Entries taken from a collection
┄┄┄┄┄┄┄┄┄┄
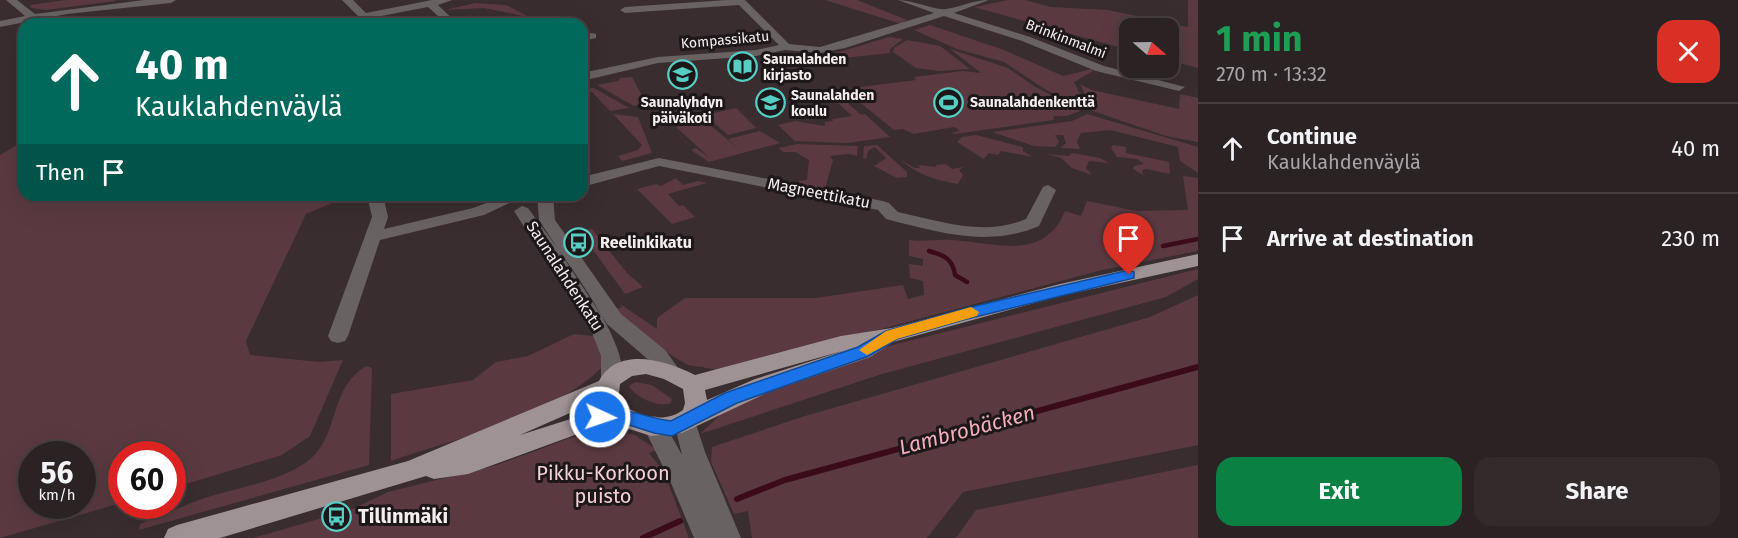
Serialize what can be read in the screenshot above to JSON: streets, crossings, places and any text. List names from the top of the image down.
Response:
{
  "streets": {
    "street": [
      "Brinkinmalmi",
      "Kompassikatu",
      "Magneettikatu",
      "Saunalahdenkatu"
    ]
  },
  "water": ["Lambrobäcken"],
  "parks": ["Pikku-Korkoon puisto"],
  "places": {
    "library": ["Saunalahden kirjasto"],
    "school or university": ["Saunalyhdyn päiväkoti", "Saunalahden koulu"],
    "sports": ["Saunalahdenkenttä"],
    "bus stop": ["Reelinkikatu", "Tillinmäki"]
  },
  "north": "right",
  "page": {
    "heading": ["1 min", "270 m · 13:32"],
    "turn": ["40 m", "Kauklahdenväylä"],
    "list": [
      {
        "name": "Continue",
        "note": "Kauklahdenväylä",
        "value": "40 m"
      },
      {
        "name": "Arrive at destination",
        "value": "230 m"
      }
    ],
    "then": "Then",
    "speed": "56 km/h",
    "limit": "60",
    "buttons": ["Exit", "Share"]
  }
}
┄┄┄┄┄┄┄┄┄┄
**Exercise directions**
Each record needs to be reproduced exactly, and no image should be carried over.

**Task solution**
Serialize what can be read in the screenshot above to JSON: streets, crossings, places and any text. List names from the top of the image down.
Response:
{
  "streets": {
    "street": [
      "Brinkinmalmi",
      "Kompassikatu",
      "Magneettikatu",
      "Saunalahdenkatu"
    ]
  },
  "water": ["Lambrobäcken"],
  "parks": ["Pikku-Korkoon puisto"],
  "places": {
    "library": ["Saunalahden kirjasto"],
    "school or university": ["Saunalyhdyn päiväkoti", "Saunalahden koulu"],
    "sports": ["Saunalahdenkenttä"],
    "bus stop": ["Reelinkikatu", "Tillinmäki"]
  },
  "north": "right",
  "page": {
    "heading": ["1 min", "270 m · 13:32"],
    "turn": ["40 m", "Kauklahdenväylä"],
    "list": [
      {
        "name": "Continue",
        "note": "Kauklahdenväylä",
        "value": "40 m"
      },
      {
        "name": "Arrive at destination",
        "value": "230 m"
      }
    ],
    "then": "Then",
    "speed": "56 km/h",
    "limit": "60",
    "buttons": ["Exit", "Share"]
  }
}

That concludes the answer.